Executives of the public real-estate investment trust formerly known as Gaylord Entertainment, expect to grow the company’s five-property portfolio by acquiring hotels targeted toward groups or “overflow” hotels with repositioning opportunities, Fioravanti said Thursday during a presentation at the Deutsche Bank 20th Annual Leveraged Finance Conference in Scottsdale, Arizona.
Ryman has four Gaylord properties in its portfolio, all of which have been built or undergone renovations within the last four years and are operated by Marriott International. Additionally, the company owns the Inn at Opryland, an independent property in Nashville, Tennessee, that Marriott will assume management of on 1 December.
“As a REIT, we will no longer pursue ground-up development,” he said.
There is ample existing supply Ryman can work with to build its portfolio, Fioravanti added. Approximately 400 hotels in the United States fit the criteria the company’s executives are looking for, he said.
“We can now potentially buy and maintain another brand’s flag,” he said.
For now, however, the immediate priority in the next three months to six months will be completing the conversion process, Fioravanti said. Making sure the relationship with Marriott is running smoothly before aggressively seeking acquisition opportunities is crucial, he said.
An understanding of group-oriented hotels
As the company continues its conversion into a REIT, Fioravanti said Ryman has an advantage over other players in the group-oriented, destination asset space.
“Our management team, being a management team that built the Gaylord Hotels brand and spent the last 11 years in the meetings business (segment), have a deep understanding of what the meetings segment’s needs are,” he said.
Gaylord Hotels’ revenue mix is made up of 22% transient and 78% group.
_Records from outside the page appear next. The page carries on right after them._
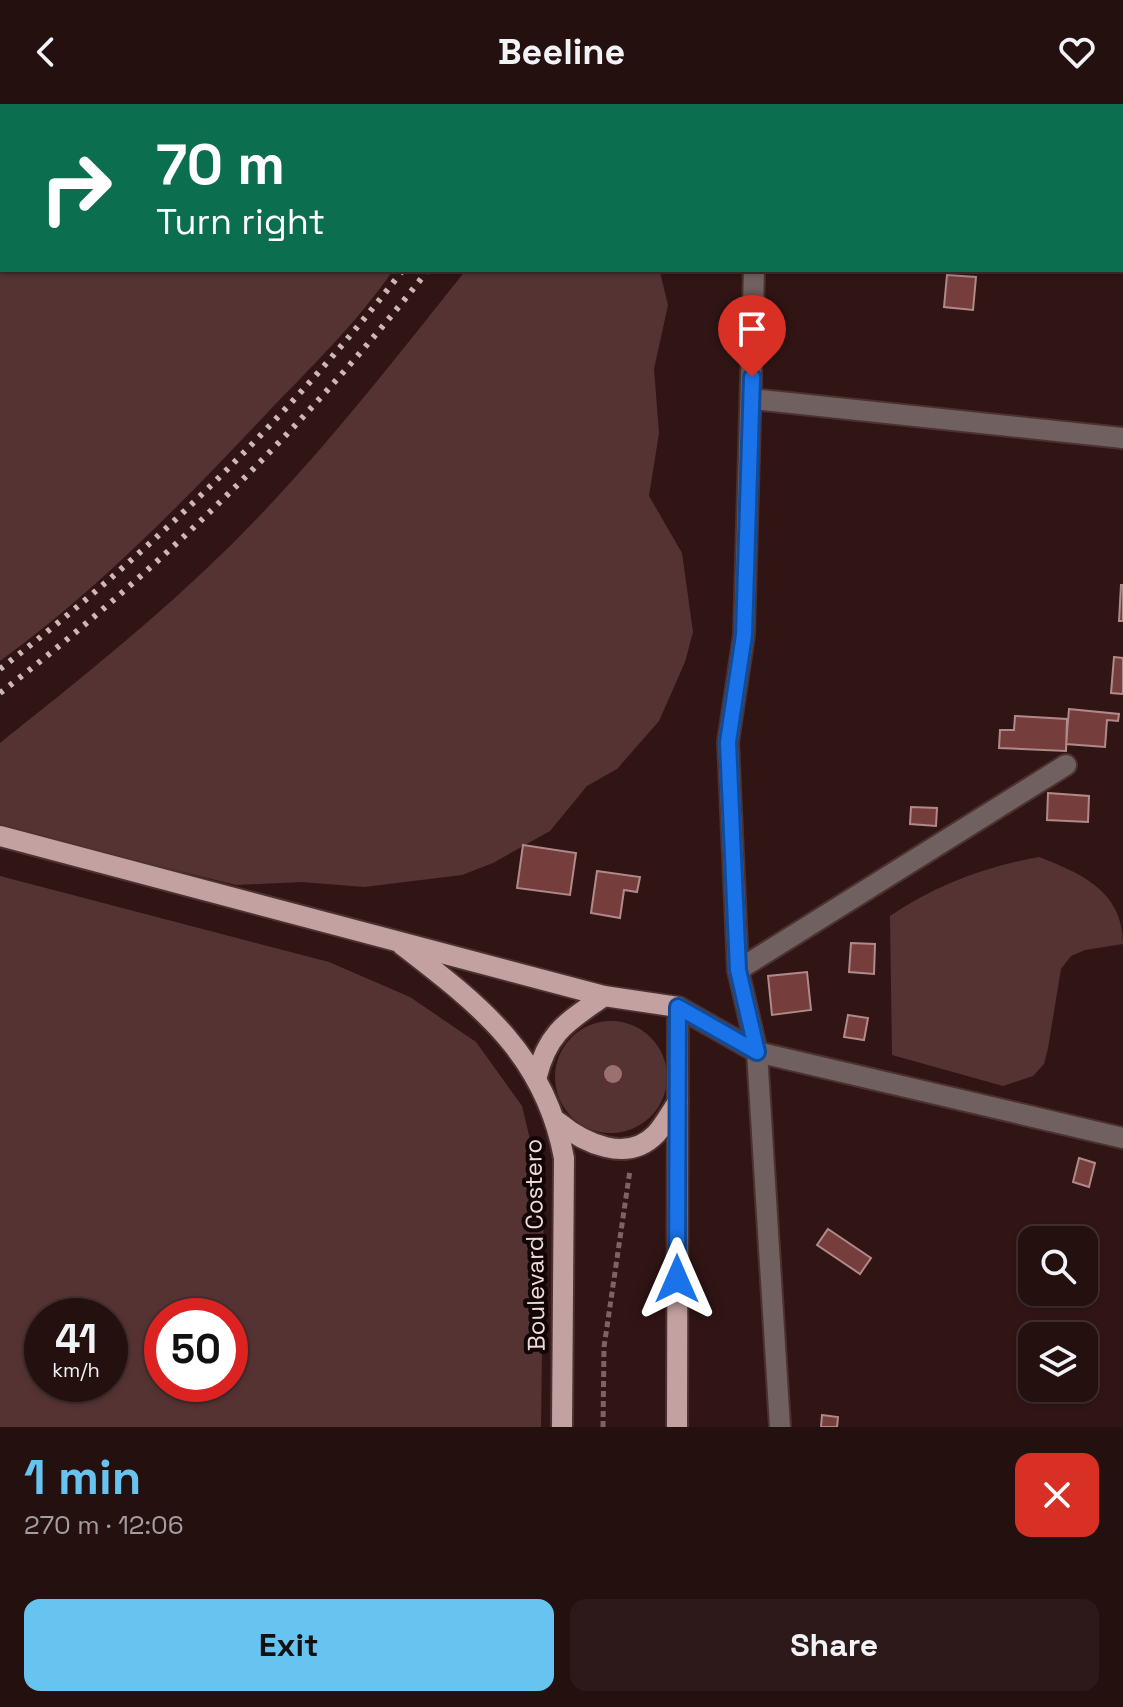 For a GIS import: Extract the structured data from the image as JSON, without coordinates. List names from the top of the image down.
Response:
{
  "streets": {
    "main road": ["Boulevard Costero"]
  },
  "page": {
    "header": "Beeline",
    "turn": ["70 m", "Turn right"],
    "speed": "41 km/h",
    "limit": "50",
    "heading": ["1 min", "270 m · 12:06"],
    "buttons": ["Exit", "Share"]
  }
} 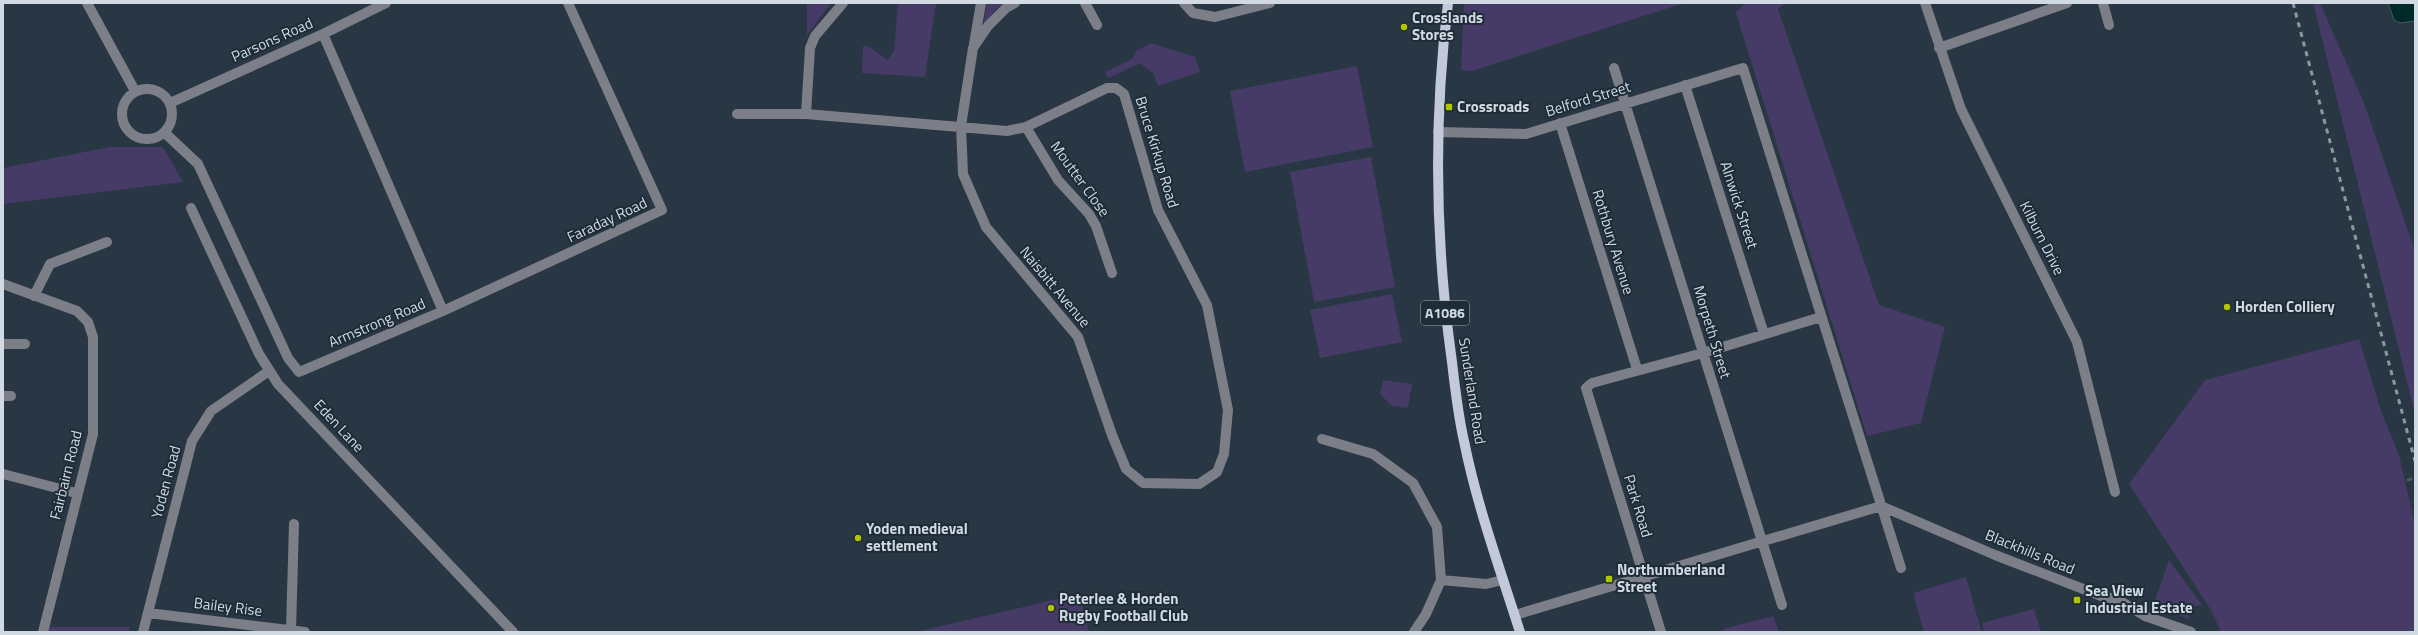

That group business breaks out into approximately 50% corporate, 35% association and the remaining 15% as other groups.
A unique characteristic of having this kind of revenue mix is the non-room revenue the company generates, Fioravanti said. Gaylord hotels generate approximately 60% of their revenue outside room rates, including banquets, food-and-beverage outlets and parking fees, among other opportunities.
Another benefit of the group-focused business, he said, is that the average booking window is a little more than three years. “We get a significant amount of visibility a few years out,” which gives the company ample time to fill any holes.
For example, Ryman’s contractual model with its group bookings helped offset declines in revenue per available room during the recession. “Attrition and cancellation fee collections for our hotel brand peaked in 2009,” Fioravanti said.
In 2008, Gaylord reported 72% occupancy and brought in $14.6 million in attrition and cancellation fees. When the downturn hit in 2009, occupancy went down to 66%, but the company collected $27.7 million in fees from cancellations.
Moving forward, Ryman’s executives are anticipating the relationship with third-party manager Marriott will improve the quality of the group/transient business mix and possibly will even grow the transient segment.
While Fioravanti declined to provide performance results for the company’s third quarter as its earnings call is scheduled for 6 November, he said during the second quarter Gaylord properties saw increases in outside-room spending and occupancy. “Profitability continued to improve quarter over quarter.”
“We have very high-quality, group-oriented, frankly irreplaceable assets,” he said. “The group-oriented business model provides for … reliable cash flow, which we think is very attractive for a dividend-paying stock.”